** Provided material **
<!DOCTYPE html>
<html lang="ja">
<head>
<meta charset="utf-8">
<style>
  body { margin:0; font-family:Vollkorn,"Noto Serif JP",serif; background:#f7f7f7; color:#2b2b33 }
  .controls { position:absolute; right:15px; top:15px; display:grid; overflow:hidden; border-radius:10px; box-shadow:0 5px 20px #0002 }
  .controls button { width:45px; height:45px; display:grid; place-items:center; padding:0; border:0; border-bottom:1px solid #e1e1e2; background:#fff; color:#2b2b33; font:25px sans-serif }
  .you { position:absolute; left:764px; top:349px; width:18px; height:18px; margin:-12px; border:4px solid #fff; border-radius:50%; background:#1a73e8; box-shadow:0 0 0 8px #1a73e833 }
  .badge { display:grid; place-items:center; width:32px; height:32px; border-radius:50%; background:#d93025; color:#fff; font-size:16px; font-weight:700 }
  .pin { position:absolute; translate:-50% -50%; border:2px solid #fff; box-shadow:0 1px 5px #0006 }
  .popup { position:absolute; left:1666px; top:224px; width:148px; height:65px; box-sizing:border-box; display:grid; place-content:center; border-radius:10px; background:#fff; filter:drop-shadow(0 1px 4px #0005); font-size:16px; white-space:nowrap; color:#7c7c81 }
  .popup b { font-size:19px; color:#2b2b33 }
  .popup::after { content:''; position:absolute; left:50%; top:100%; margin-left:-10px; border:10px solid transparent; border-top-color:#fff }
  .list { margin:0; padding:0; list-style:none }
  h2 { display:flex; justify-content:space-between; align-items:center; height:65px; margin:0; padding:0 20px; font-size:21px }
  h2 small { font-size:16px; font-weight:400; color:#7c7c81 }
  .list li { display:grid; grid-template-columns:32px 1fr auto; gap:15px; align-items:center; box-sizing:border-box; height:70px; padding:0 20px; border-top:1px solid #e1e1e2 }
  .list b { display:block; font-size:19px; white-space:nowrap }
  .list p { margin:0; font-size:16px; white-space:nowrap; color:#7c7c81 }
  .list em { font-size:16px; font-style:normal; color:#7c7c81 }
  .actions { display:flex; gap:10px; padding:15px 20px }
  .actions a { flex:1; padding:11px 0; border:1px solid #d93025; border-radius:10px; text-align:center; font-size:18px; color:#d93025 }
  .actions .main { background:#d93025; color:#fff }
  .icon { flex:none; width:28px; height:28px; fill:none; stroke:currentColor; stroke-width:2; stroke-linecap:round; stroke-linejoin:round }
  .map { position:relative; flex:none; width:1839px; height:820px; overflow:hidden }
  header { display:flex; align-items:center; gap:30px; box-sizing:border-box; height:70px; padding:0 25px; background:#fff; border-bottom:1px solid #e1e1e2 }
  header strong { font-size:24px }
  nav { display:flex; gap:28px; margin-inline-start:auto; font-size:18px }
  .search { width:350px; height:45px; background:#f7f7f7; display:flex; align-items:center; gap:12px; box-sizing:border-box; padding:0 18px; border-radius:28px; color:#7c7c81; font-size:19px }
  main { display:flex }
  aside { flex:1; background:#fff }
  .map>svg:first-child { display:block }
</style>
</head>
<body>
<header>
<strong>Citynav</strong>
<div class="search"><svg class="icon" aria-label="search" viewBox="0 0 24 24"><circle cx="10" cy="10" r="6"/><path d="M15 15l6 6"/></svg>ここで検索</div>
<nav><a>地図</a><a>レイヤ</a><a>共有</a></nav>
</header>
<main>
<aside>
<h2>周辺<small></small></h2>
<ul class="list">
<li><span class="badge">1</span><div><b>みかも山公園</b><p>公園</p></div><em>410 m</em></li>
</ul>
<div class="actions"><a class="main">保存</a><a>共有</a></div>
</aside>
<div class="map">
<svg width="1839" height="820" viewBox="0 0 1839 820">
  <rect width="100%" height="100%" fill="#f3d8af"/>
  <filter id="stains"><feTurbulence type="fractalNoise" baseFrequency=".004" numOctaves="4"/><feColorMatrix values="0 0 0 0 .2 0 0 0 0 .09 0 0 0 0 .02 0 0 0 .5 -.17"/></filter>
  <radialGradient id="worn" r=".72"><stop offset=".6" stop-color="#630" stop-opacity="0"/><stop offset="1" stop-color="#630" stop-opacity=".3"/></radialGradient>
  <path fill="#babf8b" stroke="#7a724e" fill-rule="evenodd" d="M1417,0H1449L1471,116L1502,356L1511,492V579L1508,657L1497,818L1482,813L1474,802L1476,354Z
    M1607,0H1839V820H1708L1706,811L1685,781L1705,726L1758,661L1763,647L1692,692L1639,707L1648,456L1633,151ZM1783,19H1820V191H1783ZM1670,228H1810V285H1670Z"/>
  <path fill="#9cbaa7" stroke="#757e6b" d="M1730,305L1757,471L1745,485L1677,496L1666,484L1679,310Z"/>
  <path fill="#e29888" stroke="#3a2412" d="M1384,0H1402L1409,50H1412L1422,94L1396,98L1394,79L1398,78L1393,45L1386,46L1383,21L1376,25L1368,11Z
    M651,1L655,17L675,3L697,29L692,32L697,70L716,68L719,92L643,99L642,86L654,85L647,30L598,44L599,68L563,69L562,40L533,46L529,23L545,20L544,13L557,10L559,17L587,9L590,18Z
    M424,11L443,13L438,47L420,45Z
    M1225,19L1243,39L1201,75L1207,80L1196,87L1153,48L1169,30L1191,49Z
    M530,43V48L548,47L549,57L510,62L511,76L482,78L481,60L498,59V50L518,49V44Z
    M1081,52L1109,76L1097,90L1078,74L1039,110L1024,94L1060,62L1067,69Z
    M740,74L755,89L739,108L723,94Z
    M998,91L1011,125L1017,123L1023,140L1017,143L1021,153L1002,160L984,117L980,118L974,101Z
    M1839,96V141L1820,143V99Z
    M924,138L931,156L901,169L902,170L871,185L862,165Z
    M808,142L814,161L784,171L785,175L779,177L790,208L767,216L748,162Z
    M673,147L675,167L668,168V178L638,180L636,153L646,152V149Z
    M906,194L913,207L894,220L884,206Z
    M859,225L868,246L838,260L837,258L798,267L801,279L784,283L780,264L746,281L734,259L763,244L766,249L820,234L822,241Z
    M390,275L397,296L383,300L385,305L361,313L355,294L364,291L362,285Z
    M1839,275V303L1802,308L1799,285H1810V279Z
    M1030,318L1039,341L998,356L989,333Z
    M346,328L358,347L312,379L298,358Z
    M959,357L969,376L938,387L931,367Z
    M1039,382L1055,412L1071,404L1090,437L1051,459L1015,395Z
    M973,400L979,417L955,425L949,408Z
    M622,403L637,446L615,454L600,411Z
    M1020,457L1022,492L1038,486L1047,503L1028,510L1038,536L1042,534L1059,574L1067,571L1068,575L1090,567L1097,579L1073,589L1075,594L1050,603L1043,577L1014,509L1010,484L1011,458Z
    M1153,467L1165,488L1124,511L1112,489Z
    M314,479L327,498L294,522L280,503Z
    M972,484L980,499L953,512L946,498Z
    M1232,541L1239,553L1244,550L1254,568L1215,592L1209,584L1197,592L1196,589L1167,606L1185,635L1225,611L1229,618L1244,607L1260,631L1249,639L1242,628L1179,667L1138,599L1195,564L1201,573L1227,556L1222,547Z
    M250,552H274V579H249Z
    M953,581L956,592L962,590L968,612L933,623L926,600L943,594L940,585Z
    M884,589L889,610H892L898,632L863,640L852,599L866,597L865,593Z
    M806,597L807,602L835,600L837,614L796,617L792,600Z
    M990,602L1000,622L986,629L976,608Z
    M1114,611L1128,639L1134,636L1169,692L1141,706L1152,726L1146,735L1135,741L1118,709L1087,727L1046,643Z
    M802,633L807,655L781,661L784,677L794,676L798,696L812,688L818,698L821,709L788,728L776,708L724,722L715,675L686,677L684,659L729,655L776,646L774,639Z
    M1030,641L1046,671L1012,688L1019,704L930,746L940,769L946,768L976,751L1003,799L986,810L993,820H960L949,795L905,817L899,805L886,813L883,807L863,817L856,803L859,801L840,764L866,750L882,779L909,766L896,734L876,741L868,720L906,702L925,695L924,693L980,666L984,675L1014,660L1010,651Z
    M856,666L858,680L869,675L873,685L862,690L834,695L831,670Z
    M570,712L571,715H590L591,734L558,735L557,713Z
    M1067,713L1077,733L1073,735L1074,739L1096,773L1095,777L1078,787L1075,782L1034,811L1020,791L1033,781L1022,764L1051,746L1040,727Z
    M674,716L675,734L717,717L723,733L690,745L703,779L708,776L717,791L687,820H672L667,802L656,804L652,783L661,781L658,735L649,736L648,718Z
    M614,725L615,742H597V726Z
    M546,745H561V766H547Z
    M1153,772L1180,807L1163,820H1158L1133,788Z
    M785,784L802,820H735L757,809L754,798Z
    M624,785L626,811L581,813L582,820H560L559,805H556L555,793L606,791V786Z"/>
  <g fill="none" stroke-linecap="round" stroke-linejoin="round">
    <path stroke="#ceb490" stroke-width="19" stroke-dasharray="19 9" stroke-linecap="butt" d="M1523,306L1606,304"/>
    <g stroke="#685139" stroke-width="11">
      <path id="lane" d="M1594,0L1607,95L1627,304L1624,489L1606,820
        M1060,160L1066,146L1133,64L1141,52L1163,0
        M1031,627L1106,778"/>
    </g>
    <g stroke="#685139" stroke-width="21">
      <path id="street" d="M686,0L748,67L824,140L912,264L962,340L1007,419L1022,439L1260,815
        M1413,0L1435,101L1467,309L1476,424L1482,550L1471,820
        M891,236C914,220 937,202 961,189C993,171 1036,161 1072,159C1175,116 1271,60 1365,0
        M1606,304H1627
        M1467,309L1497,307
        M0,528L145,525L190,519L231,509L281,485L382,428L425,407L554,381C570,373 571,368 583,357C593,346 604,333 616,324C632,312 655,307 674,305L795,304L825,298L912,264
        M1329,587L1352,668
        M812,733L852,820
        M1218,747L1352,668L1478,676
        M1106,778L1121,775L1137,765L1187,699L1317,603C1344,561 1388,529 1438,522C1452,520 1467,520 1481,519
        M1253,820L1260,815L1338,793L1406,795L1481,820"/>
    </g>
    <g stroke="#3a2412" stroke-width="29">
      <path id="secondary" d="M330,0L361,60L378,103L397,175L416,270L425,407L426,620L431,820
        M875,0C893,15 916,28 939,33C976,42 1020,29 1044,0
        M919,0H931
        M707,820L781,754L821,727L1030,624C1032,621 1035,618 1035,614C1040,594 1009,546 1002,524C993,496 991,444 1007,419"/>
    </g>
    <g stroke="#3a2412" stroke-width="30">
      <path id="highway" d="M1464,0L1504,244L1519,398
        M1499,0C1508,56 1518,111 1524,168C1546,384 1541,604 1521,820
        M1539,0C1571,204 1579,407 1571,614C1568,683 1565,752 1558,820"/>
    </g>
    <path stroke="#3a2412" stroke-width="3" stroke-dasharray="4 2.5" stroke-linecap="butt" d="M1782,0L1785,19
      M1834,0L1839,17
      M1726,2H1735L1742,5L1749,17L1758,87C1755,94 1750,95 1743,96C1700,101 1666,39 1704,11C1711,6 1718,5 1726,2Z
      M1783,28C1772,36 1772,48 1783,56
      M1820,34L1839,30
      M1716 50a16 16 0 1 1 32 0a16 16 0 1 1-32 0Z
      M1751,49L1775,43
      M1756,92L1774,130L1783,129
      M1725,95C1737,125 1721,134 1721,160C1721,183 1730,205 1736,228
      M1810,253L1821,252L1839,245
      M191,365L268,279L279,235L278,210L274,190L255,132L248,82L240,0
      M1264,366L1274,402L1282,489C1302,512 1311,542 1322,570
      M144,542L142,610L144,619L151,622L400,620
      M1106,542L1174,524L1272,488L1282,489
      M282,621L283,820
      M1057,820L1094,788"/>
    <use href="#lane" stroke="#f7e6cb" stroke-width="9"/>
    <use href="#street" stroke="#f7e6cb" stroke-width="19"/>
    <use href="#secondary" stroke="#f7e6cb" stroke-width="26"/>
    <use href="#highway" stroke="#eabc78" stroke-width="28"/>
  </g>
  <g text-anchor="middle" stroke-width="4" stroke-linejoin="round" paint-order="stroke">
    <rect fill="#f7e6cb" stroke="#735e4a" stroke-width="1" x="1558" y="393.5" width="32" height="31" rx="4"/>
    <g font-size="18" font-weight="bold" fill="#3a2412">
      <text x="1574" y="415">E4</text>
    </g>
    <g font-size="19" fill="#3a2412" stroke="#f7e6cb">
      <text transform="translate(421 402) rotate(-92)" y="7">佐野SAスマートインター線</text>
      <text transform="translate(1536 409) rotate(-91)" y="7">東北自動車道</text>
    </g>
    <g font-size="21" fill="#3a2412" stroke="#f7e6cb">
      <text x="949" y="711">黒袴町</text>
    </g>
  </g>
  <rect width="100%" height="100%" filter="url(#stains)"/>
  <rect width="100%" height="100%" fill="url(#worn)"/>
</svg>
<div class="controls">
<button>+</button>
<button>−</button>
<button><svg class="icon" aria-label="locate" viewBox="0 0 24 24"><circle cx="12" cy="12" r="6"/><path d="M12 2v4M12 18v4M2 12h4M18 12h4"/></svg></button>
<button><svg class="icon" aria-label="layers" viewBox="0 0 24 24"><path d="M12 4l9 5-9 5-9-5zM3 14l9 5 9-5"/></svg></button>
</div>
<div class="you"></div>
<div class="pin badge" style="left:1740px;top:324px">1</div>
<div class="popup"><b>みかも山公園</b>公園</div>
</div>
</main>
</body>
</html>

** What you need to do **
Please retype, with no changes, the lines that run from the first line of the entries to the line with "position:absolute; left:764px; top:349px;", both ends included.

** Task answer **
<!DOCTYPE html>
<html lang="ja">
<head>
<meta charset="utf-8">
<style>
  body { margin:0; font-family:Vollkorn,"Noto Serif JP",serif; background:#f7f7f7; color:#2b2b33 }
  .controls { position:absolute; right:15px; top:15px; display:grid; overflow:hidden; border-radius:10px; box-shadow:0 5px 20px #0002 }
  .controls button { width:45px; height:45px; display:grid; place-items:center; padding:0; border:0; border-bottom:1px solid #e1e1e2; background:#fff; color:#2b2b33; font:25px sans-serif }
  .you { position:absolute; left:764px; top:349px; width:18px; height:18px; margin:-12px; border:4px solid #fff; border-radius:50%; background:#1a73e8; box-shadow:0 0 0 8px #1a73e833 }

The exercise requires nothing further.